Subject: port-xen/33093: dom0 reboots when destroying domU in non-halted state
To: None <,,>
From: None <>
List: netbsd-bugs
Date: 03/17/2006 04:15:01
>Number:         33093
>Category:       port-xen
>Synopsis:       dom0 reboots when destroying domU in non-halted state
>Confidential:   no
>Severity:       serious
>Priority:       medium
>Responsible:    port-xen-maintainer
>State:          open
>Class:          sw-bug
>Submitter-Id:   net
>Arrival-Date:   Fri Mar 17 04:15:00 +0000 2006
>Originator:     Jason White
>Release:        NetBSD 3.0
Jason White <>       Jabber: jdwhite(                 jason.d.white(
PGP KeyID: 0x5290E477
System: NetBSD mcp 3.0 NetBSD 3.0 (MCP_DOM0) #1: Wed Mar 15 17:47:56 CST 2006 jdwhite@smeghead:/usr/obj/i386/MCP_DOM0 i386
Architecture: i386
Machine: i386
Xen 2.0.  When a domU that's been given access to the UHCI USB controller is 
destroyed (via 'xm destroy <id>') while domU is in a non-halted state, dom0 
locks up for ~10 seconds, then reboots.  Same config file where domU is not 
given access to the UHCI controller does NOT cause dom0 to reboot.

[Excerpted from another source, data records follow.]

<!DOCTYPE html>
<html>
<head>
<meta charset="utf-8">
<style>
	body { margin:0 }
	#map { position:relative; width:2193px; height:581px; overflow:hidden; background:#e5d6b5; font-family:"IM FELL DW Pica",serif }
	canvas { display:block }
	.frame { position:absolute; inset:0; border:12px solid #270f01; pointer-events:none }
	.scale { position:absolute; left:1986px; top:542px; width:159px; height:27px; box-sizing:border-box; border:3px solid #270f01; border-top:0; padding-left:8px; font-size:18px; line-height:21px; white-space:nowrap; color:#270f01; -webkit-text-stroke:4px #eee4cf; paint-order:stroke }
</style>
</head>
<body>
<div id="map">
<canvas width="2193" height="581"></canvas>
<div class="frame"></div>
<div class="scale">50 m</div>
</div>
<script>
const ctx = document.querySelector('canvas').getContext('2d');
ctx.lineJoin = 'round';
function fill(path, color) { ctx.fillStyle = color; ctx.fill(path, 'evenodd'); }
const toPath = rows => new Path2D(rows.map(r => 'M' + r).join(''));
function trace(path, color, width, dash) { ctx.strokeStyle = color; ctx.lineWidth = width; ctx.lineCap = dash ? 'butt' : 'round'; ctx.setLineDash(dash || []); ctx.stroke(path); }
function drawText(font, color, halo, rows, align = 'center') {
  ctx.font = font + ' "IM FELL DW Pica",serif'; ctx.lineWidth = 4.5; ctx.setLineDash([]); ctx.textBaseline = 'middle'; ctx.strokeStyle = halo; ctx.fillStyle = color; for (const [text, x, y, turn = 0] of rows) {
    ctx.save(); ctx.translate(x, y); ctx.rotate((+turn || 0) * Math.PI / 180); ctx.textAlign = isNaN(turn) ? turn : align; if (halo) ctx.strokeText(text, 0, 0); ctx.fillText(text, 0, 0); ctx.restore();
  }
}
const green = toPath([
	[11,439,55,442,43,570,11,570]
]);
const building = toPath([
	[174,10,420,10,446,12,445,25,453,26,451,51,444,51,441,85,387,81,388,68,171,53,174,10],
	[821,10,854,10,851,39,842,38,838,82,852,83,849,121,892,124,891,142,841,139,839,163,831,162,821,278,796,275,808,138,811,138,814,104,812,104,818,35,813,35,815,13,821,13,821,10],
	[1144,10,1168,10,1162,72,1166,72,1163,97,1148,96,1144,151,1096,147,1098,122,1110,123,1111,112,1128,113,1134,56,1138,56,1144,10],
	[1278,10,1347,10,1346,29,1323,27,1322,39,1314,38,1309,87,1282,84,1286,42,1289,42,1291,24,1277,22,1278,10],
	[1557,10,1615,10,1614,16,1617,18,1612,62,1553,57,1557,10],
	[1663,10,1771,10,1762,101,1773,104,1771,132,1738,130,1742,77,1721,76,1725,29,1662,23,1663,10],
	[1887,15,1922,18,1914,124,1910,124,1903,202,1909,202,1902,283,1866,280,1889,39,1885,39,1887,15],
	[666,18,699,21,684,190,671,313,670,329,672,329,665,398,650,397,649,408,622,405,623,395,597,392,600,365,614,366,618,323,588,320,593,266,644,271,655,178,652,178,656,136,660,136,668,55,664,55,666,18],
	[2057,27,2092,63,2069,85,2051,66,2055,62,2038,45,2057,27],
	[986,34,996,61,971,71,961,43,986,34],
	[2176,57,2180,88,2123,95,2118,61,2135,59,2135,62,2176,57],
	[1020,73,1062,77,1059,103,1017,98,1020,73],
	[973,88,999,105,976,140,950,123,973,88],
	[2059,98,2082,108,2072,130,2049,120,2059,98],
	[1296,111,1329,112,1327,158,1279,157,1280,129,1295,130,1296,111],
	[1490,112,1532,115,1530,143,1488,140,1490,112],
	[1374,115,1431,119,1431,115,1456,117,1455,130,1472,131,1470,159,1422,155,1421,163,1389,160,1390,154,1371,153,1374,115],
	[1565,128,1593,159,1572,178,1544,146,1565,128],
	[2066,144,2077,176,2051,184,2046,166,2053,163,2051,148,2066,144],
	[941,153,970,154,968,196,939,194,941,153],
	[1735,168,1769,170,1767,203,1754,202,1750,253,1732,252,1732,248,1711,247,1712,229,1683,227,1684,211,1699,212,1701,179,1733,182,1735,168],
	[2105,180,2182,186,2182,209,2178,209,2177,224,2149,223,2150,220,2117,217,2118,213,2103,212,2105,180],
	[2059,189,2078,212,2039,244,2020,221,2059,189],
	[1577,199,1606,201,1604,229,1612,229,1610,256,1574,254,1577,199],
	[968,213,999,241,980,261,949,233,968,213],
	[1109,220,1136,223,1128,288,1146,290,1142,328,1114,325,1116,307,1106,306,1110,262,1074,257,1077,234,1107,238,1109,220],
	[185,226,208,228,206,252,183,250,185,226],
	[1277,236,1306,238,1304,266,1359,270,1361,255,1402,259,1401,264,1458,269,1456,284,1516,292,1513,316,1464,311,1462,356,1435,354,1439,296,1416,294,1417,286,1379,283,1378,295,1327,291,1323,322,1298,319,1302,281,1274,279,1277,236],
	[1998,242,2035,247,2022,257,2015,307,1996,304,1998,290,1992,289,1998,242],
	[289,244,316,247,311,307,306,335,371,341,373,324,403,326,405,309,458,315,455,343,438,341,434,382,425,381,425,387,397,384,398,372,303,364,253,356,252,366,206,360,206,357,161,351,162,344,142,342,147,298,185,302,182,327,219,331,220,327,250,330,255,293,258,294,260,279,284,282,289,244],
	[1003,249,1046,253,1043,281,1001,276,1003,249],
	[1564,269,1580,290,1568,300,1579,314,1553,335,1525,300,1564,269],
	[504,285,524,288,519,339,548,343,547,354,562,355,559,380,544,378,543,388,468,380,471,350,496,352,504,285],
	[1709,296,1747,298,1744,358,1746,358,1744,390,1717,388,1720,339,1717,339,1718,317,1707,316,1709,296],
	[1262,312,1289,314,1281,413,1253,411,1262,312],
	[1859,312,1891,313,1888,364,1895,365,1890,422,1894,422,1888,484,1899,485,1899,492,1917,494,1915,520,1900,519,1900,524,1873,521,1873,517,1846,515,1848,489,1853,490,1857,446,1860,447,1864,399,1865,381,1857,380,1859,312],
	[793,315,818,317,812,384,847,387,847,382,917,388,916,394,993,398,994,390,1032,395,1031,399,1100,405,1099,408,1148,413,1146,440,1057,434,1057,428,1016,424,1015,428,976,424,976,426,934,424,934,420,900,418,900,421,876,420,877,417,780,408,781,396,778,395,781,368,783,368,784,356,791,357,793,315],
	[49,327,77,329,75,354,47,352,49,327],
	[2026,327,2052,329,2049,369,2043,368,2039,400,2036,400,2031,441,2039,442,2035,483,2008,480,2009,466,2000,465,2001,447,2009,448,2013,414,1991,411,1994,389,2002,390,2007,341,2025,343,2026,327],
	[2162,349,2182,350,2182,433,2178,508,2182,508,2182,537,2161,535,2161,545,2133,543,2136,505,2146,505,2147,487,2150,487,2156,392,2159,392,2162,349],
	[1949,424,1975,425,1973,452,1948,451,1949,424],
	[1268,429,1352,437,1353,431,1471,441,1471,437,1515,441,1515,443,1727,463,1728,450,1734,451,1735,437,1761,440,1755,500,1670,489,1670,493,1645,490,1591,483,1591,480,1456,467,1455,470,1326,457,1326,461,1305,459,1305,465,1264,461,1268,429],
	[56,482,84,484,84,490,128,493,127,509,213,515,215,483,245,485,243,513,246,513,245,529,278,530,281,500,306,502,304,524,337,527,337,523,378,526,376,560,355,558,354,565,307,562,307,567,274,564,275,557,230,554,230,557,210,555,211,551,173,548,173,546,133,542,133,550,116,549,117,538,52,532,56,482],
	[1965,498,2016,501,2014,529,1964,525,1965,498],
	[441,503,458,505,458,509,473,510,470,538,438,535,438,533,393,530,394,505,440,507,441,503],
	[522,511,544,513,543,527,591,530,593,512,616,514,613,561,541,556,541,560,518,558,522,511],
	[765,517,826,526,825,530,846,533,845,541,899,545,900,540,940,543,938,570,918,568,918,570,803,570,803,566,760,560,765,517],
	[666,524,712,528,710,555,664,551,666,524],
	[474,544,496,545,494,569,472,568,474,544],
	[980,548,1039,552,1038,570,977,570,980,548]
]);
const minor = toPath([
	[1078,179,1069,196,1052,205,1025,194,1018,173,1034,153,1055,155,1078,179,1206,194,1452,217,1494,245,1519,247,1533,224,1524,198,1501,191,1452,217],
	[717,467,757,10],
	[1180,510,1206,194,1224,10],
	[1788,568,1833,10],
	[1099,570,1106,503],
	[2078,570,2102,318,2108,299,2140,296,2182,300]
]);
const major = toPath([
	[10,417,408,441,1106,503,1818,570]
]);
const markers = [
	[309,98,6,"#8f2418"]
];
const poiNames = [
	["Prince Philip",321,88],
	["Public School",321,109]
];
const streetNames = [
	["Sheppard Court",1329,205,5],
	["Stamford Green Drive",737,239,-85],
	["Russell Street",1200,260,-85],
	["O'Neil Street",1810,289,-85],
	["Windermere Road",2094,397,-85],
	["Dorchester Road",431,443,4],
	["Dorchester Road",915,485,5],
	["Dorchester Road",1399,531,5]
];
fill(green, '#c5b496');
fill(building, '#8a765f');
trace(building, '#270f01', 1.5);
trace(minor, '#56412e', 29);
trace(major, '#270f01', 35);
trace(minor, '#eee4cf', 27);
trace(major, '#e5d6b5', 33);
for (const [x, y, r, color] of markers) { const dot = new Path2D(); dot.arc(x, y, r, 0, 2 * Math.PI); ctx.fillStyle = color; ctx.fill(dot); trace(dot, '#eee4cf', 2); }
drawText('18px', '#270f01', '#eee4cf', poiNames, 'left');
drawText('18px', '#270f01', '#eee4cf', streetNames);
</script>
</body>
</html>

I am unsure if this problem is triggered by giving a domU access to any PCI 
device or just a particular device.

domU config file used at:


Use sample config file from Xen-HOWTO:

Delegeate a pci device to the domU.  My UHCI controller was on bus0, device 
7, func 2.  I added the following to my config file:
pci = [ '0,7,2' ]

# xm create -c /path/to/config

Kernel boots, detects UHCI controller.  Then, destroy the domain:

# xm destroy <id>

Dom0 hangs for a few seconds; reboots.

Shutdown of the domain to bring it to a halted/stopped state is always 
desirable, but not always possible.  If your domU kernel has the debugger 
enabled (and you can get in to it), "reboot 0x8" will halt.  But if domU is 
just hung and can't be halted, "xm destroy" is your only option.

Either way, bad behavior of a domU or destroying a domU, regardless of what 
state that domU is in, should never bring down dom0.